Add clear avoidance phrases for warped limbs, incorrect joint placement, and strange torsos. Combine that with guidance on correct posture in your positive instructions so the model has a reference for natural poses.
What strategies improve facial realism and eye detail?
Exclude descriptors that create unrealistic eyes or poorly drawn face features, and pair those exclusions with high-quality reference terms for skin texture, realistic eyes, and accurate facial anatomy.
How do you handle hands and fingers to get natural results?
Include exclusions for extra fingers, bad hands, and malformed palms. Also provide positive cues emphasizing anatomically correct fingers and natural hand poses, and consider targeted upscaling or inpainting after generation.
When should you use prompt weights or blending techniques?

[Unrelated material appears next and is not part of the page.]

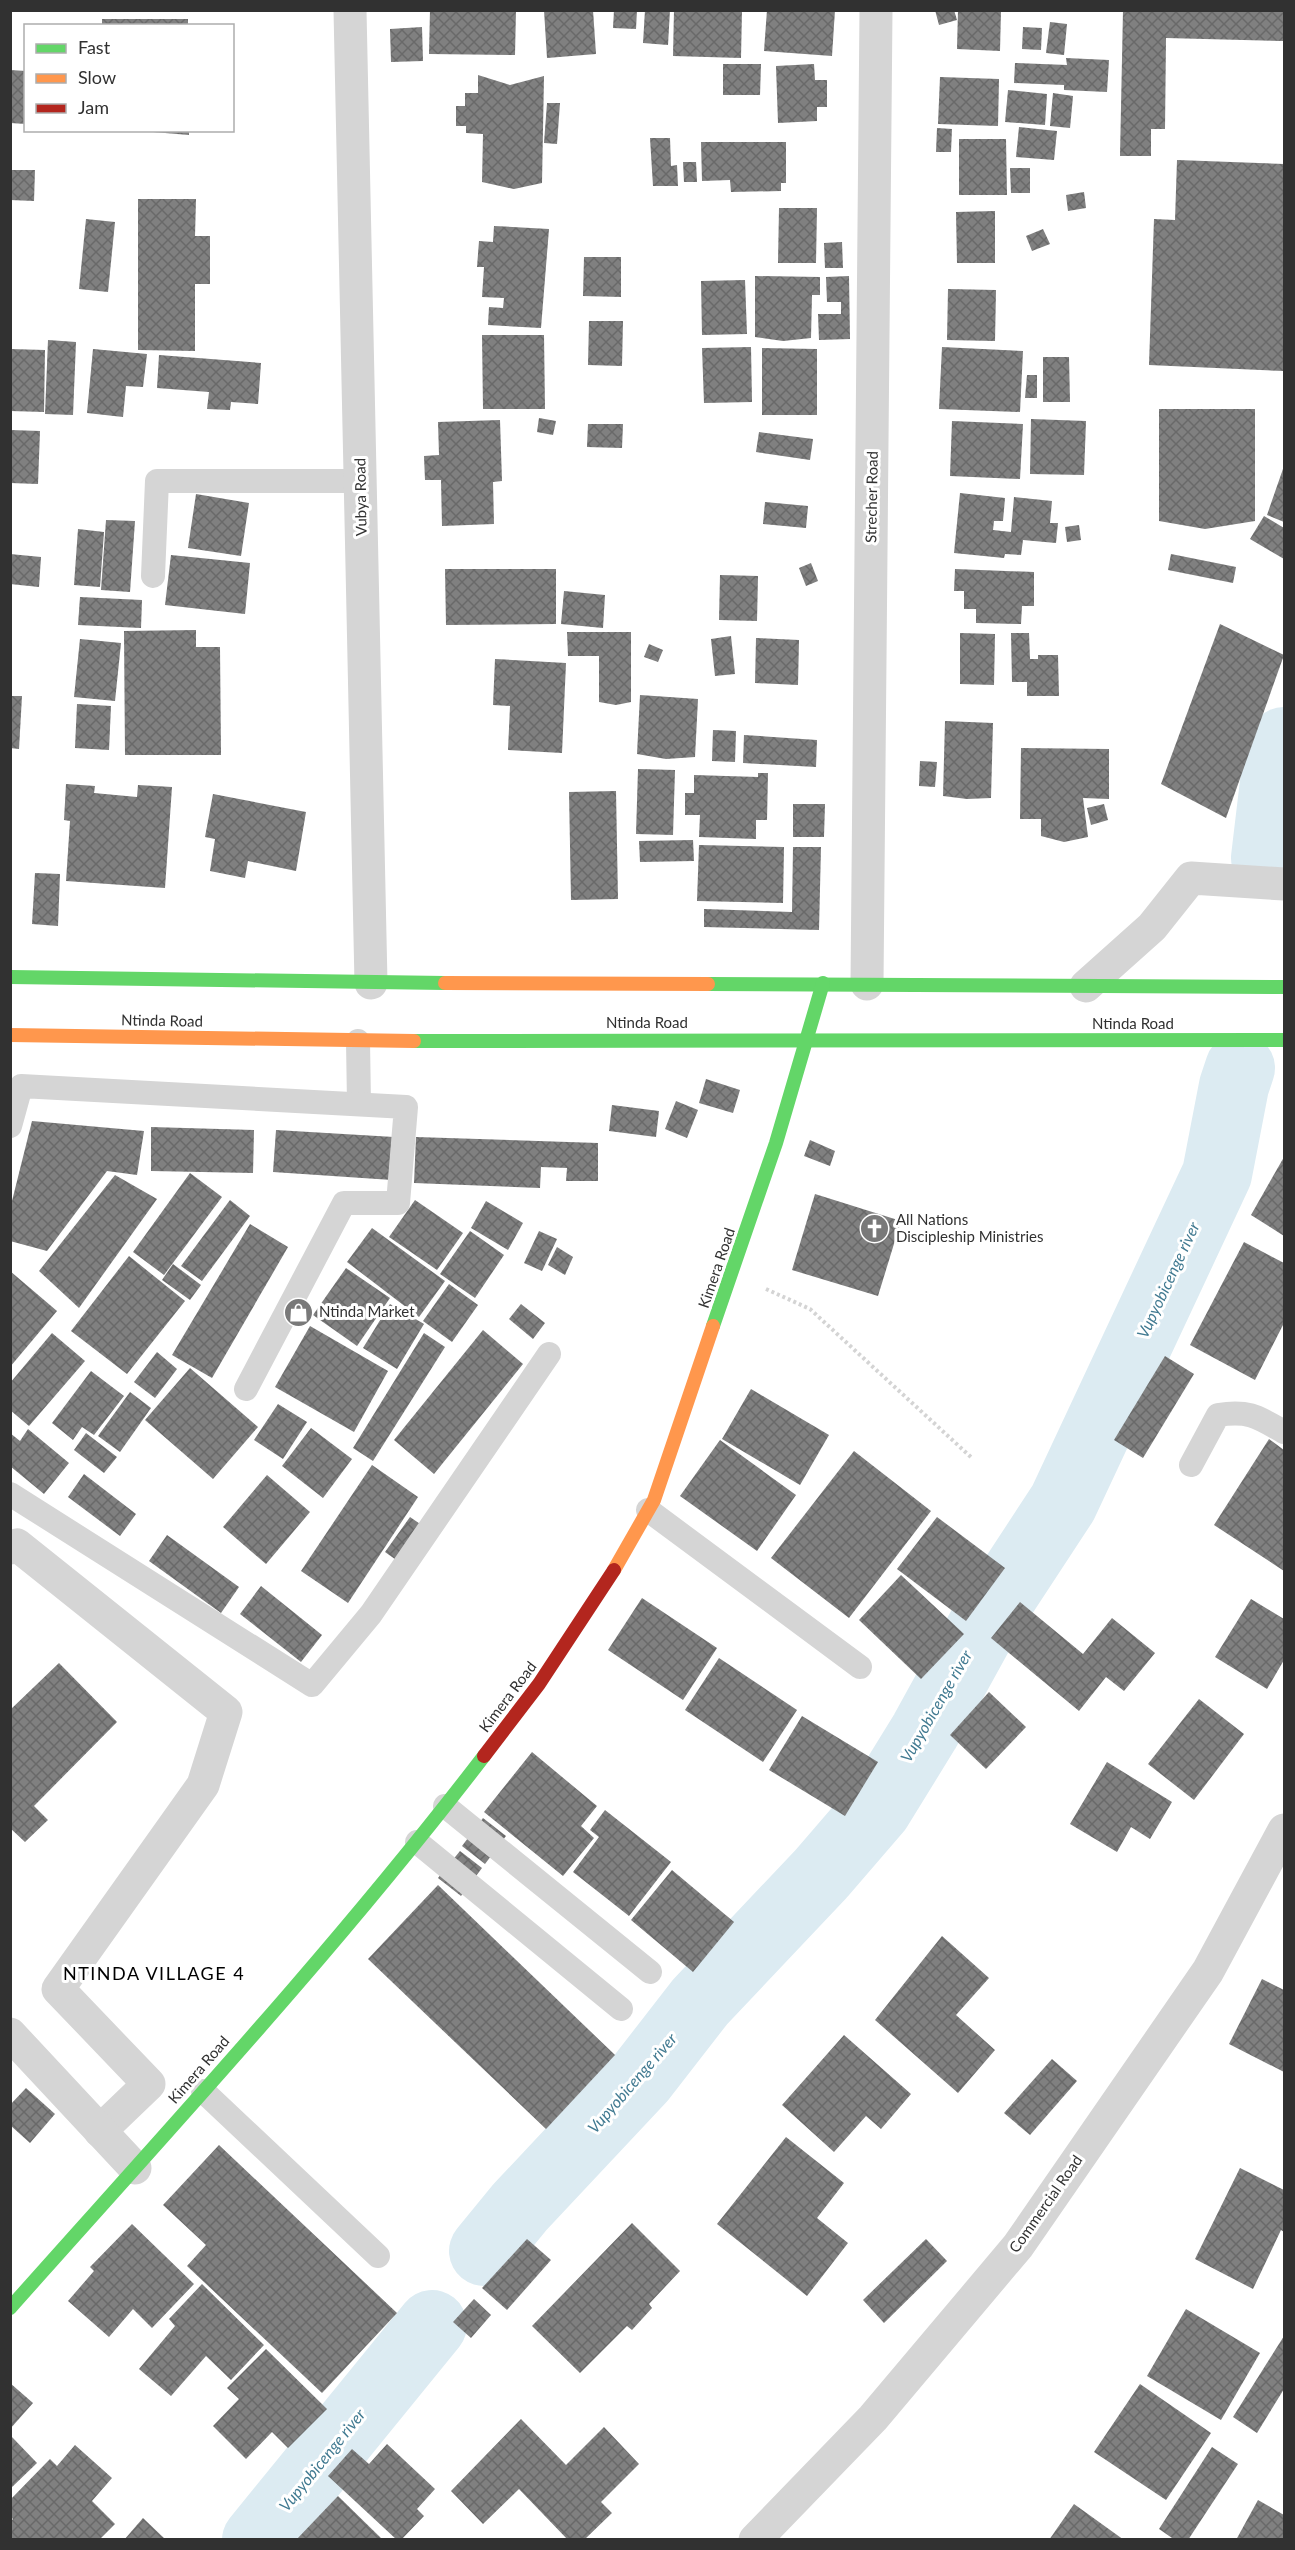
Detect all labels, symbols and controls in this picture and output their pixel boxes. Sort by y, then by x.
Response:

Use weighted exclusions when a single term over-corrects or under-performs, and employ blending to merge different styles or constraints so the model balances realism with artistic intent.
What role do embeddings play in refining exclusions?
Embeddings let you encode common exclusion sets as compact tokens, making it easier to reuse a consistent avoidance list across runs while keeping prompt length manageable.
How do you incorporate post-generation enhancement into your workflow?
After generation, apply upscaling, denoising, and targeted fixes (inpainting) for hands, faces, or limbs. This workflow helps salvage images that are close but need localized correction.
How do you test and iterate exclusion lists effectively?
Run controlled batches varying one exclusion at a time, review outputs for recurring issues like extra limbs or poorly rendered faces, and keep a shortlist of high-impact exclusions you reuse across projects.